“I hope you will understand that architecture has nothing to do with the invention of forms, it is not a playground for children, young or old. Architecture wrote the history of the epochs and gave them their names.” — Ludwig Mies van der Rohe.
“Make New History,” the second edition of the Chicago Architecture Biennial, was unveiled at the Chicago Cultural Center on September 16, 2017. The curators, Los Angeles architects Sharon Johnson and Mark Lee, selected over 141 architects and artists from twenty different countries. The driving question of the Biennial is how can the latest architecture create new history in places across the world?
Unlike its earlier edition, this year’s Chicago Architecture Biennial launched with Expo Chicago. Expanding from the hub of the Chicago Cultural Center, the Biennial is exhibited in six museums and art centers around the city — Beverly Art Center, DePaul Art Museum, DuSable Museum of African American History, Hyde Park Art Center, The National Museum of Mexican, and The National Museum of Puerto Rican Arts and Culture — in order to highlight the cultural identity of different neighborhoods in Chicago. The Biennial is open to the public through January 7, 2018.
This year’s biennial employs a photographic lens to reflect upon architectural practice. By adopting historical references in their contemporary practices, the participants imagine a new history of architecture. Through different media such as photo collages, 3D prints, photographic light projections, and photo installations, the architects and artists translate the three-dimensional space of architecture onto a two-dimensional surface. This shift toward a two-dimensional abstract surface allows the freedom to approach space anew.
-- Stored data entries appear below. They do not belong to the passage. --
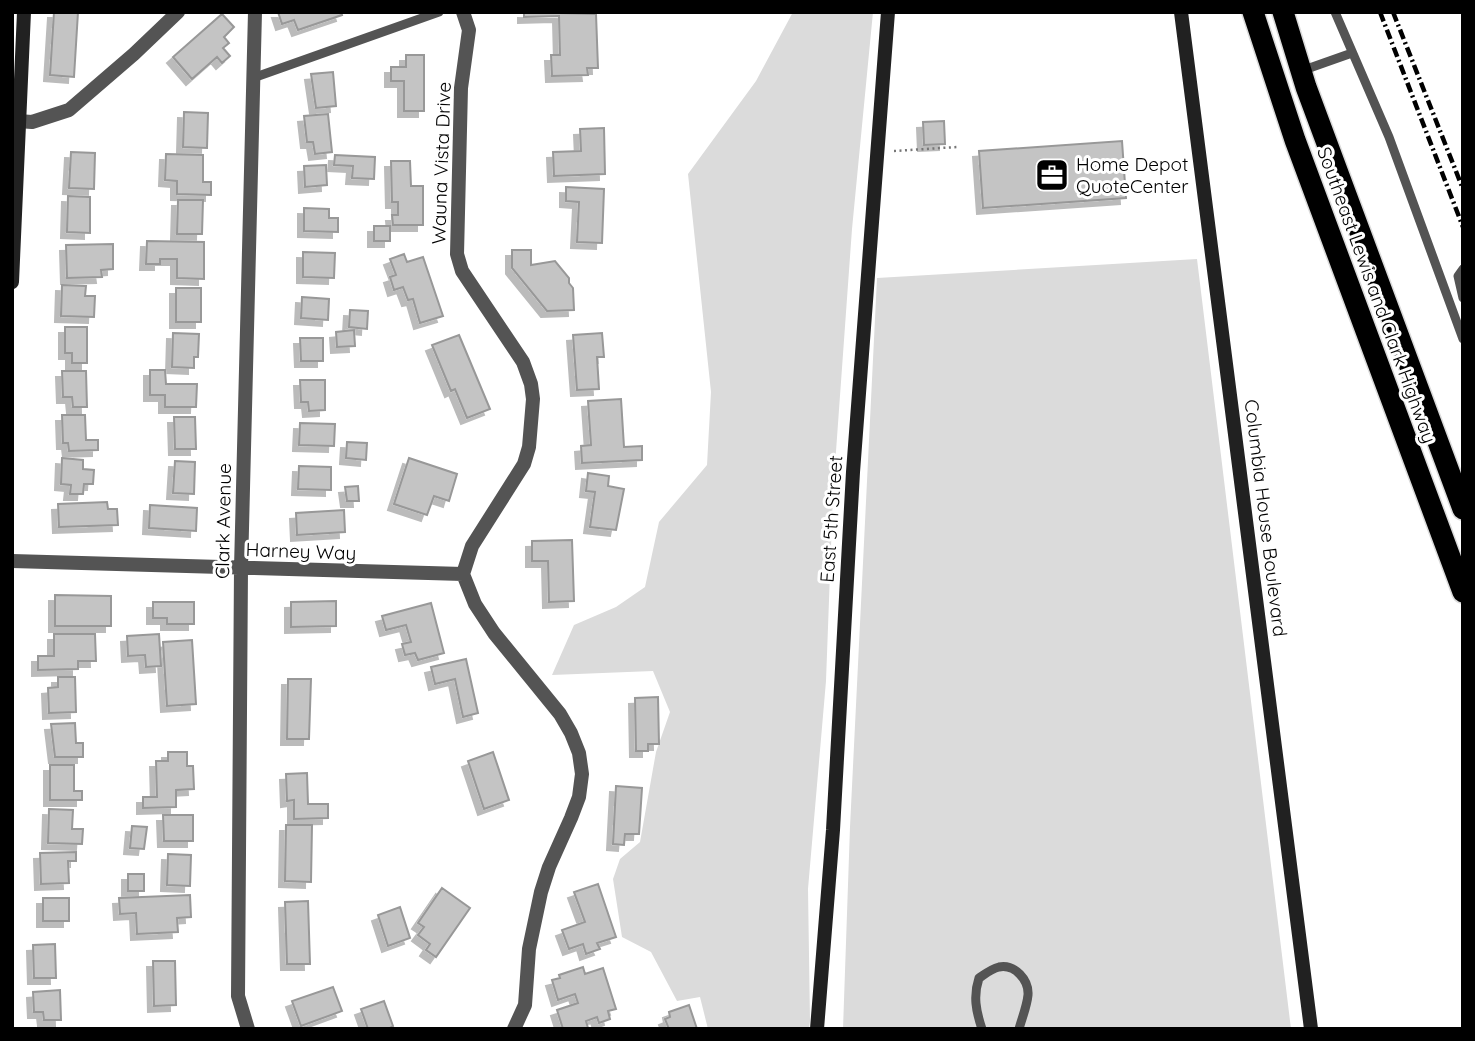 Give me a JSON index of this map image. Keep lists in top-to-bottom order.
{
  "streets": {
    "highway": ["Southeast Lewis and Clark Highway"],
    "street": [
      "Wauna Vista Drive",
      "Columbia House Boulevard",
      "East 5th Street",
      "Clark Avenue",
      "Harney Way"
    ]
  },
  "crossings": [
    ["Wauna Vista Drive", "Harney Way"],
    ["Clark Avenue", "Harney Way"]
  ],
  "places": {
    "office": ["Home Depot QuoteCenter"]
  }
} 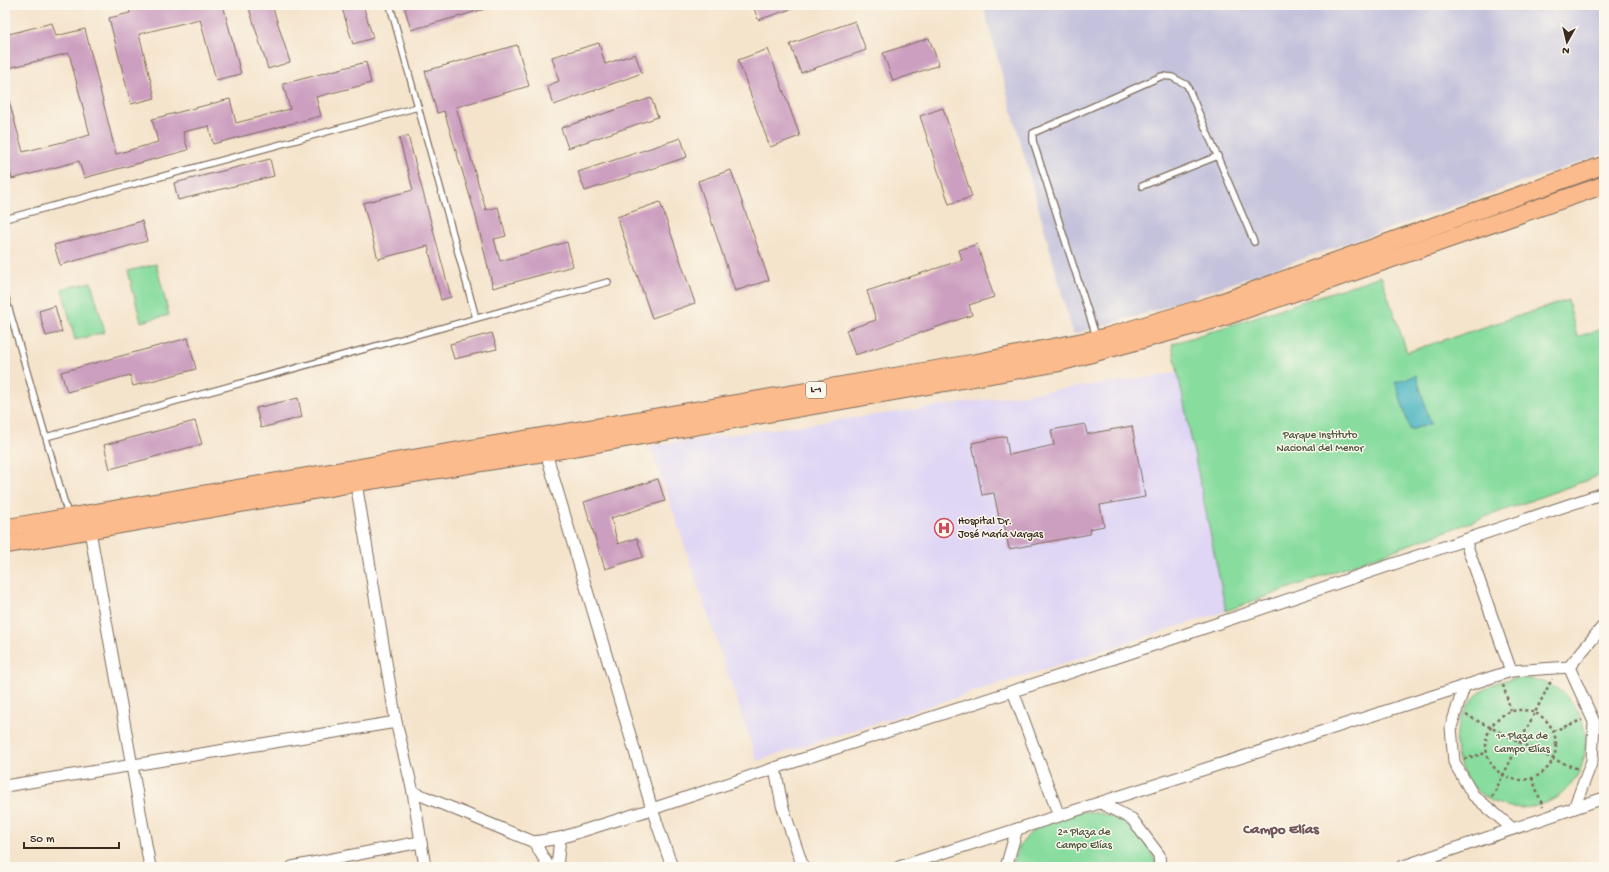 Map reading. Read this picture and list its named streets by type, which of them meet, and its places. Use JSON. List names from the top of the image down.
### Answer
{
  "streets": {
    "main road": ["L-1"]
  },
  "districts": ["Campo Elías"],
  "parks": ["Parque Instituto Nacional del Menor", "1ª Plaza de Campo Elías", "2ª Plaza de Campo Elías"],
  "places": {
    "hospital": ["Hospital Dr. José María Vargas"]
  },
  "scale_bar": "50 m",
  "north": "bottom"
} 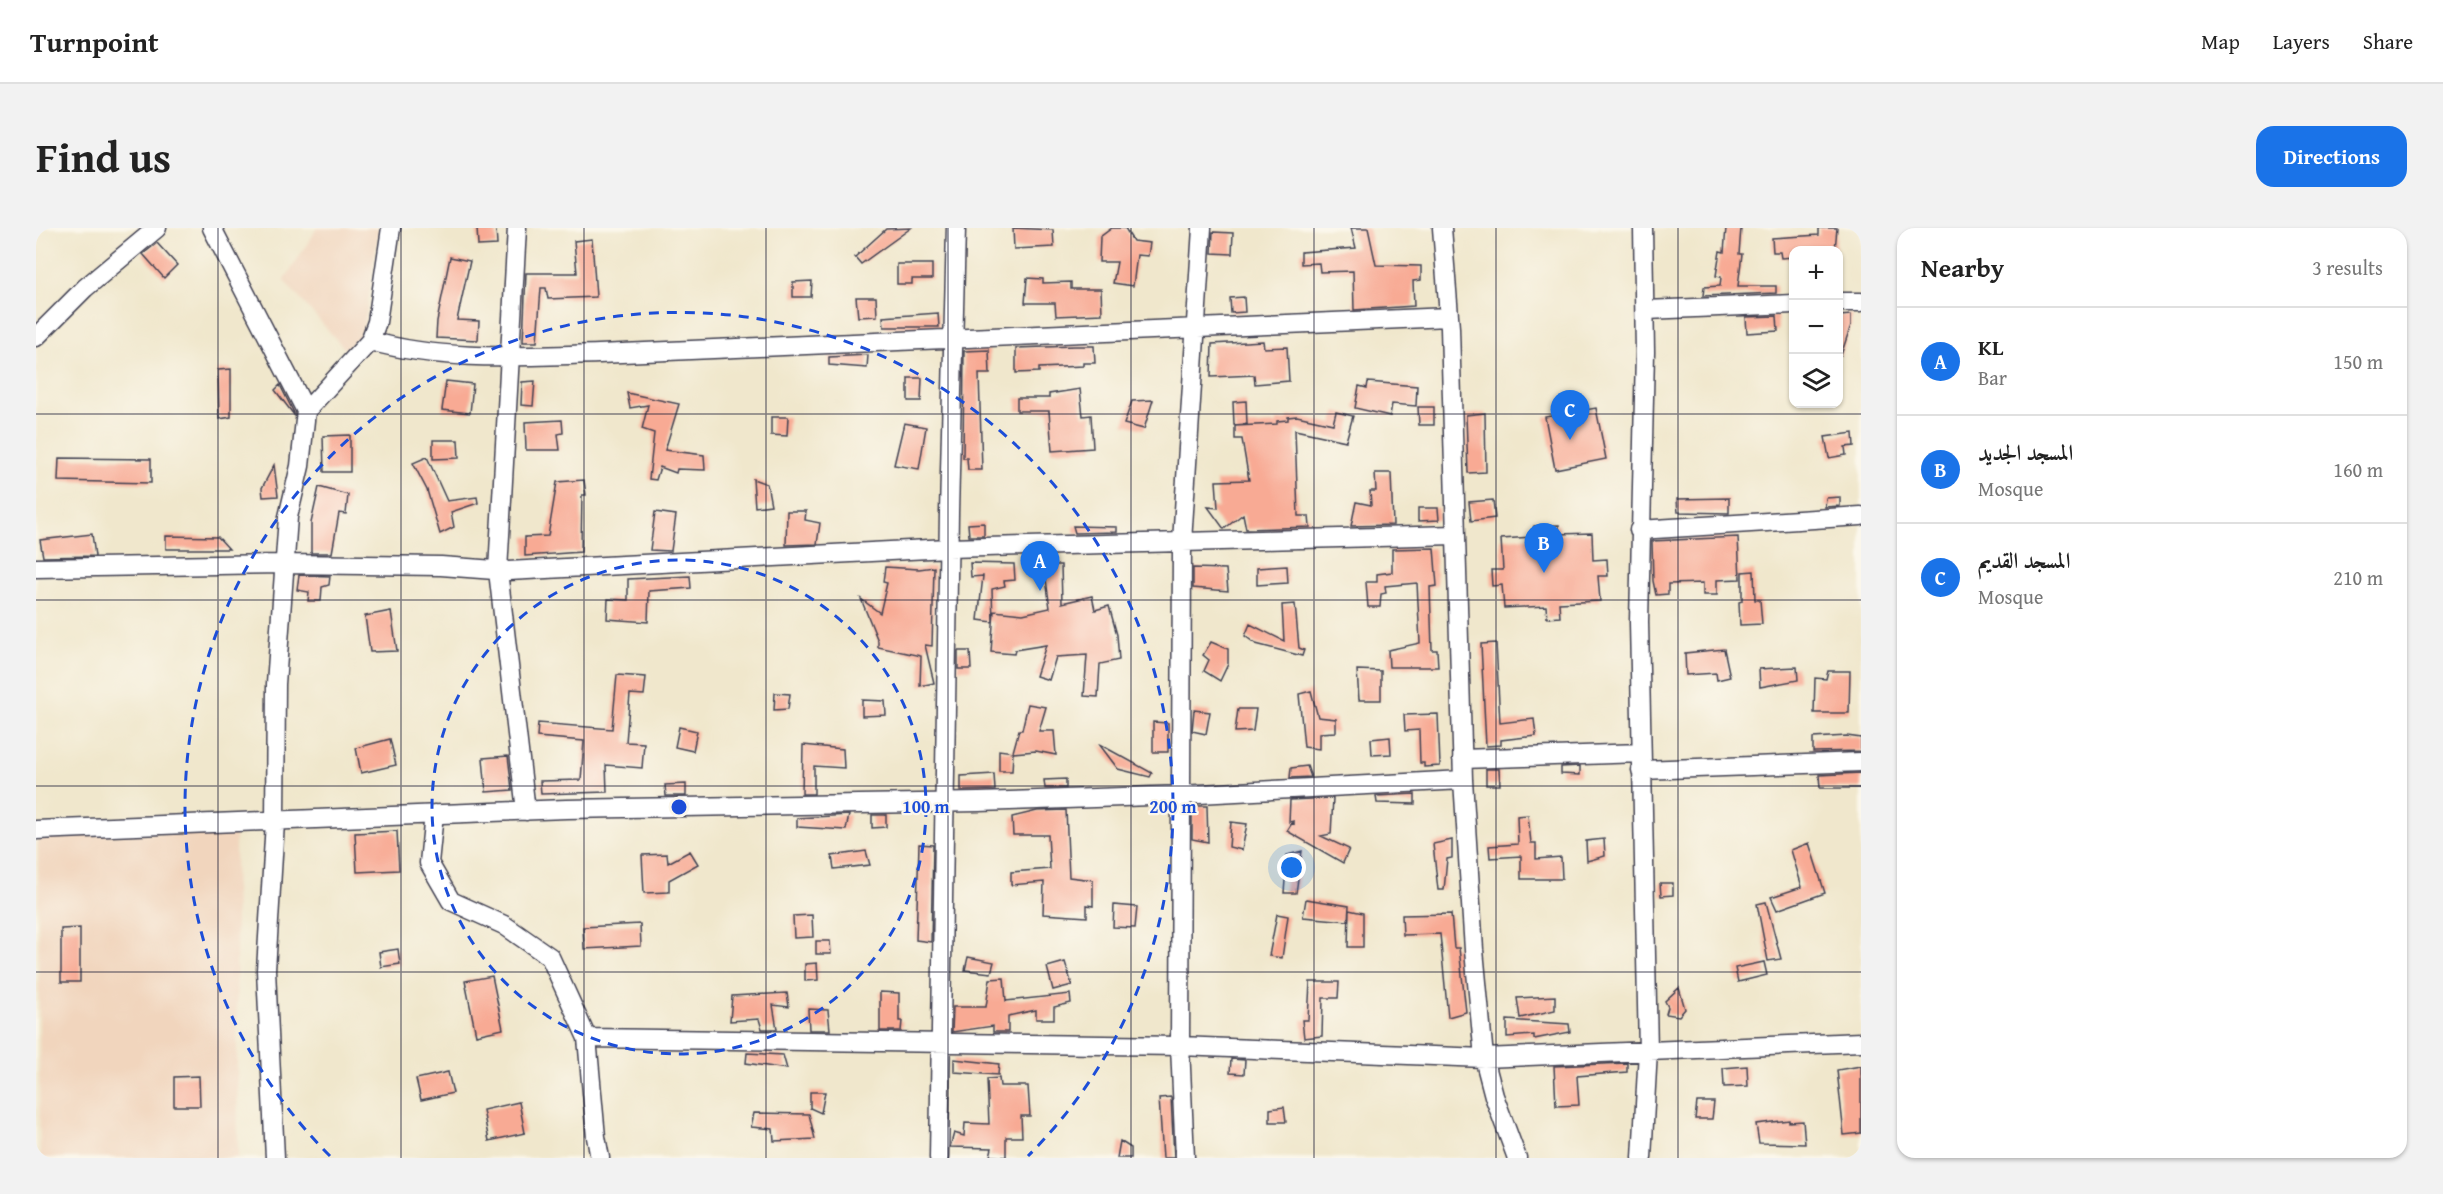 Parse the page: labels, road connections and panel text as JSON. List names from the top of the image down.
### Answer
{
  "page": {
    "header": "Turnpoint",
    "nav": ["Map", "Layers", "Share"],
    "title": "Find us",
    "buttons": "Directions",
    "heading": ["Nearby", "3 results"],
    "map_buttons": ["+", "−"],
    "list": [
      {
        "mark": "A",
        "name": "KL",
        "note": "Bar",
        "value": "150 m"
      },
      {
        "mark": "B",
        "name": "المسجد الجديد",
        "note": "Mosque",
        "value": "160 m"
      },
      {
        "mark": "C",
        "name": "المسجد القديم",
        "note": "Mosque",
        "value": "210 m"
      }
    ],
    "pins": ["C", "B", "A"]
  },
  "rings": ["100 m", "200 m"]
} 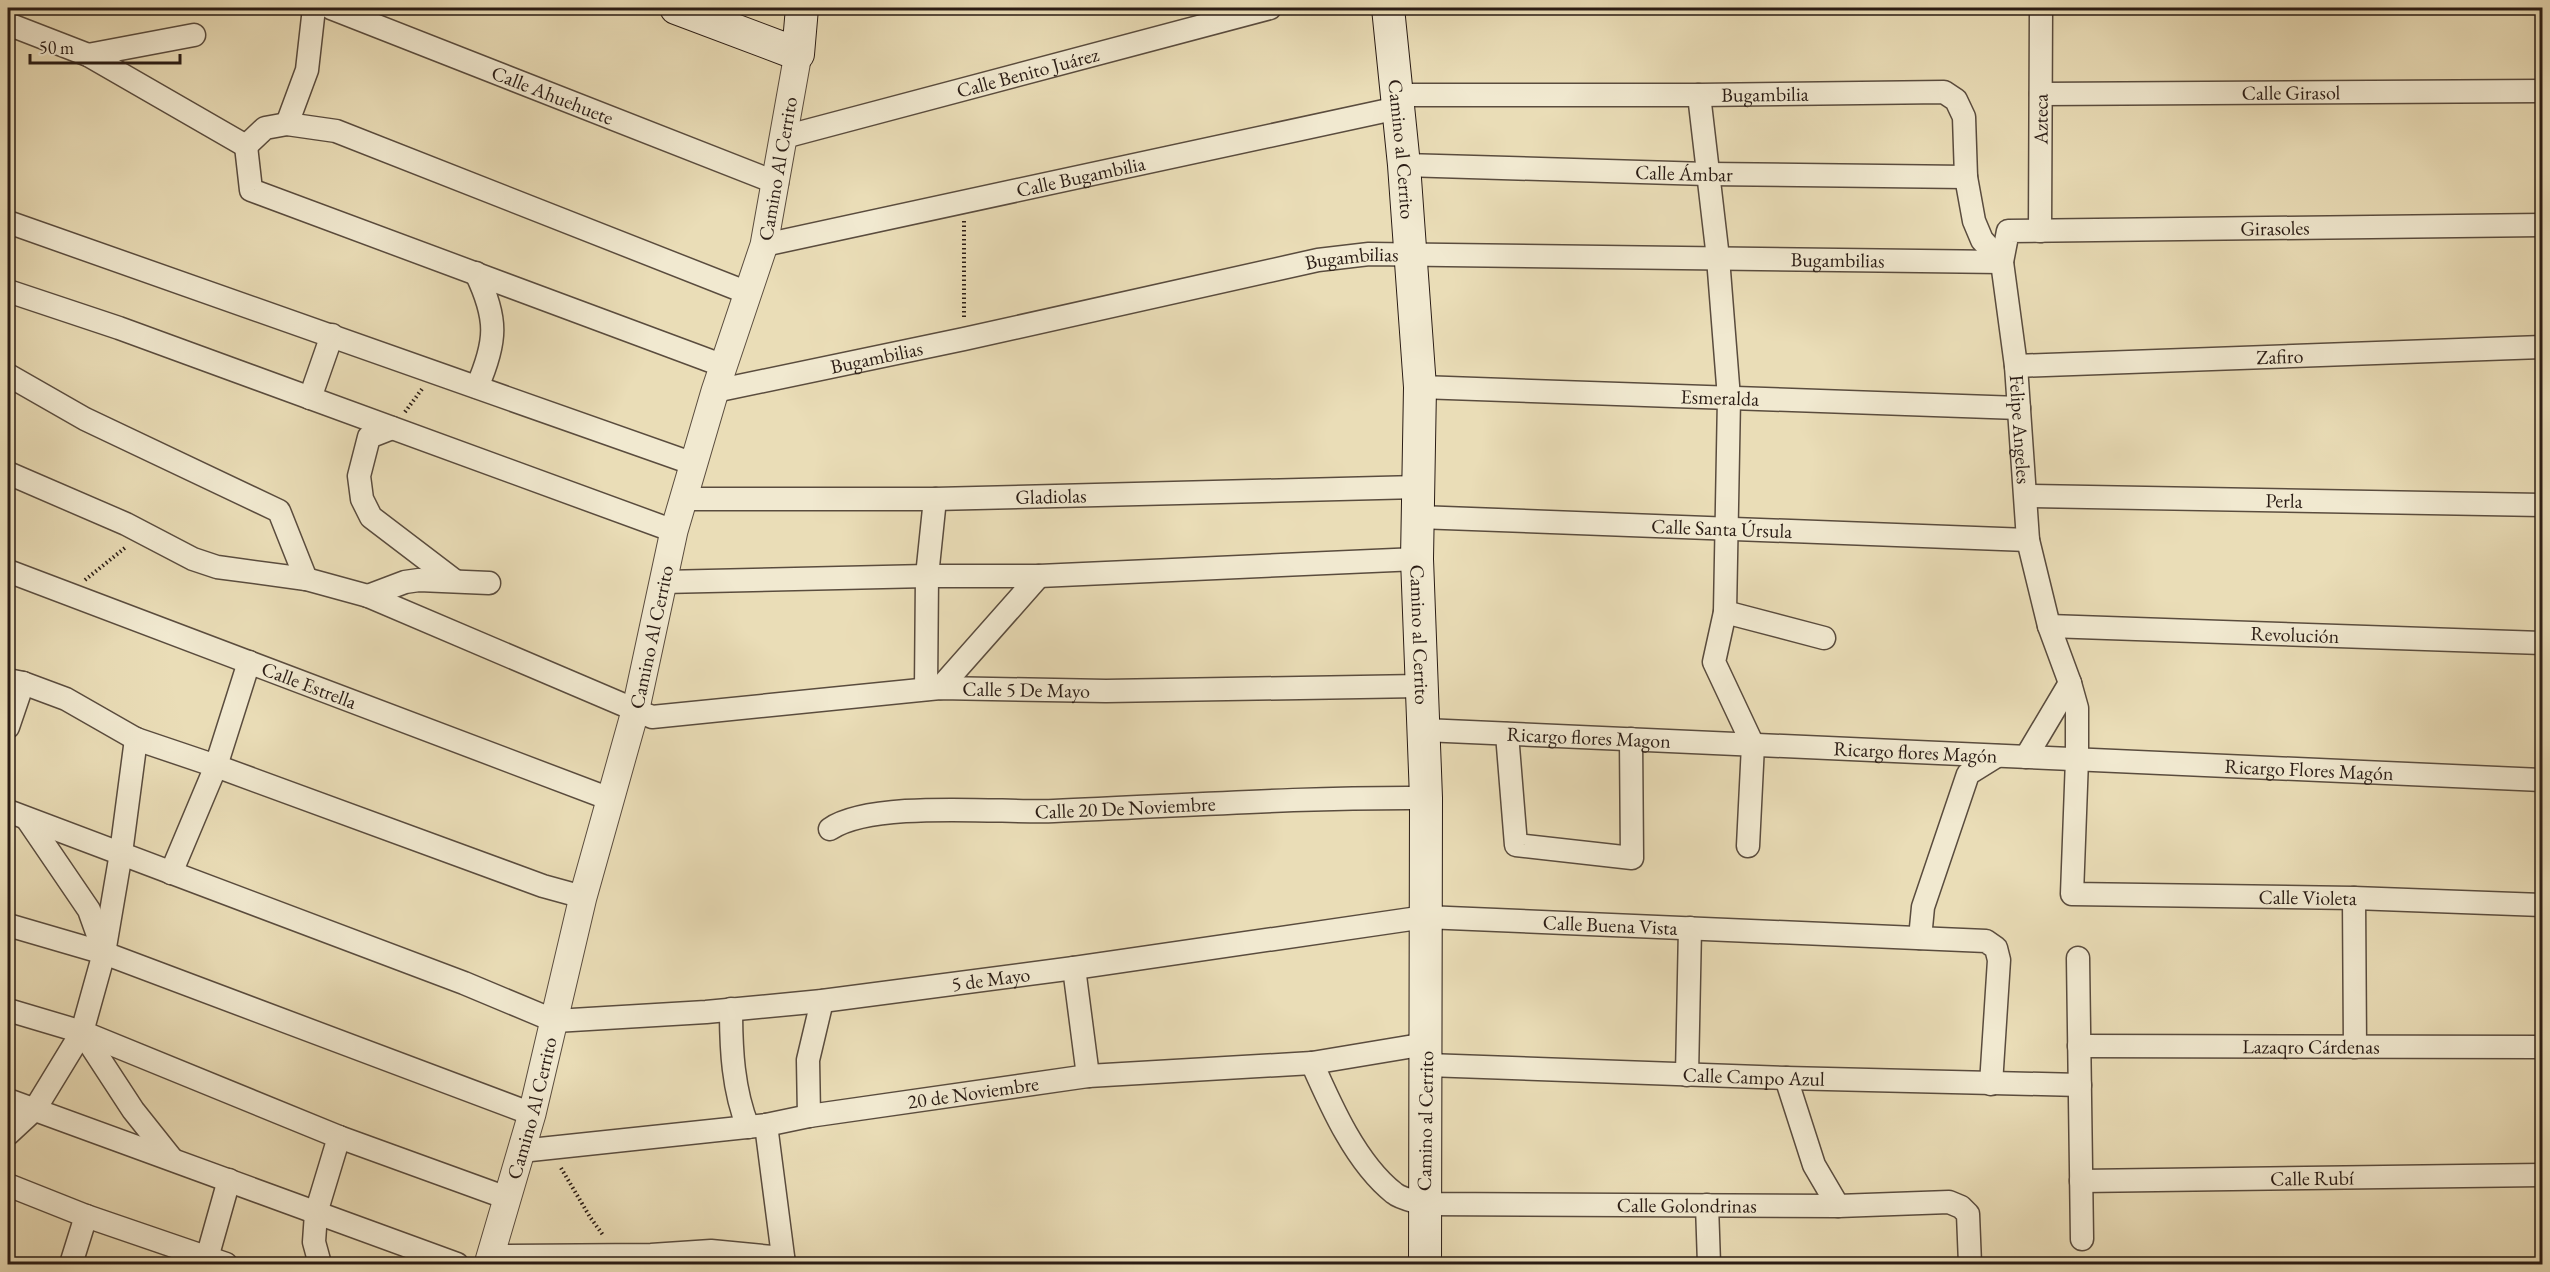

On the third Floor of the Cultural Center, there are 45 computer rendered drawings on a bright pink wall. Each rendering reveals an interior room drawn with gray lines on a white background. Adopting English writer Virginia Woolf’s essay, “A Room of One’s Own,” Belgian architects Dogma depict the domestic space of artists, writers, innovators, and architects, such as Virginia Woolf, Frida Kahlo, and Martin Luther King. An empty room with a yoga mat reveals the identity of the inhabitant, Steve Jobs. Although three large books on pedestals trace the history of the room as the origin of architecture itself, it is more captivating to observe the delicate details and intimate moments captured in the drawings themselves.
Veronika Kellndorfer printed large scale photographs of Mies van der Rohe’s New National Gallery in Berlin on sheets of glass. The scale creates an architectural presence in the space of the gallery. The artist examines the raw materiality of Mies van der Rohe’s architecture of glass and steel. The contrast between the opaque image of the architecture and the transparent negative space of the glass casts shadows on the wall. Although the work itself is two-dimensional, the interplay of reflection and surface creates layered dimensions.
There are illusionistic photographs of the Chicago Cultural Center in the Horizontal city section on the second floor. It is hard to perceive the building because of this maneuver. Swiss artist Marianne Muller photographed interior spaces of the Chicago Cultural Center. She installed large scale prints of portions of the building interiors in the vitrines at G.A.R. Hall, the photographs trick the eye and question how two-dimensional photography penetrate into three-dimensional space.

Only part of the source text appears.